In this captivating debut novel, Julia Glass depicts the life and loves of the McLeod family during three crucial summers spanning a decade. Paul McLeod, patriarch of a Scottish family and a retired newspaper editor and proprietor, is on a package tour of Greece after the death of his wife. The story of his departure from the family home in Scotland and late gesture towards some sort of freedom gives way to his eldest son's life (Fenno). Fenno protects his heart by putting himself under emotional quarantine throughout his life as a young gay man in Manhattan. When he returns home for his father's funeral, this emotional isolation cannot be sustained when he is confronted by a choice that puts him at the centre of his family and its future. Three Junes is a novel about how we live and how family ties (those that we make as well as those that we are born into) can offer redemption and joy.
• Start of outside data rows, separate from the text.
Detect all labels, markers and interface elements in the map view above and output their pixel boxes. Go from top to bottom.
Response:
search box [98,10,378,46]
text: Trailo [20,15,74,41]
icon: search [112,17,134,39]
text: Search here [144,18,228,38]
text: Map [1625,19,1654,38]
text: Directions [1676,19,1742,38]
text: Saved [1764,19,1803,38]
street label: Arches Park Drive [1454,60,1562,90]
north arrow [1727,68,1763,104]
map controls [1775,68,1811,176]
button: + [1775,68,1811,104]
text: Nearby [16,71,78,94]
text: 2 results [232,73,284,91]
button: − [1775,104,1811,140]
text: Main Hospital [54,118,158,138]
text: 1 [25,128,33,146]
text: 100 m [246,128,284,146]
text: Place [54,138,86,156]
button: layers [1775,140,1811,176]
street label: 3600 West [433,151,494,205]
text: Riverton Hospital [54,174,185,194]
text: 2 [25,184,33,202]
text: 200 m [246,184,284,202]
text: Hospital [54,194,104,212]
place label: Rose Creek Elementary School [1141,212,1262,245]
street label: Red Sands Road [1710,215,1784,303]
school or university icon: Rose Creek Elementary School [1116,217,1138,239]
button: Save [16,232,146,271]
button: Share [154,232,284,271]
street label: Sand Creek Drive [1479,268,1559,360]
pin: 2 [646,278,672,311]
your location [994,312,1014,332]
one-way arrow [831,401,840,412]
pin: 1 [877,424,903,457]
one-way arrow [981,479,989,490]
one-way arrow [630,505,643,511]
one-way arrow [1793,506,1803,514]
  • Published: 1 September 2010
  • ISBN: 9781409036777
  • Imprint: Cornerstone Digital
  • Format: EBook
  • Pages: 544

About the author

Julia Glass

JULIA GLASS is the author of six previous books of fiction, including the best-selling Three Junes, winner of the National Book Award, and I See You Everywhere, winner of the Binghamton University John Gardner Fiction Book Award. Other published works include the Kindle Single Chairs in the Rafters and essays in several anthologies. A recipient of fellowships from the National Endowment for the Arts, the New York Foundation for the Arts, and the Radcliffe Institute for Advanced Study, Glass is a Distinguished Writer in Residence at Emerson College. She lives with her family in Marblehead, Massachusetts.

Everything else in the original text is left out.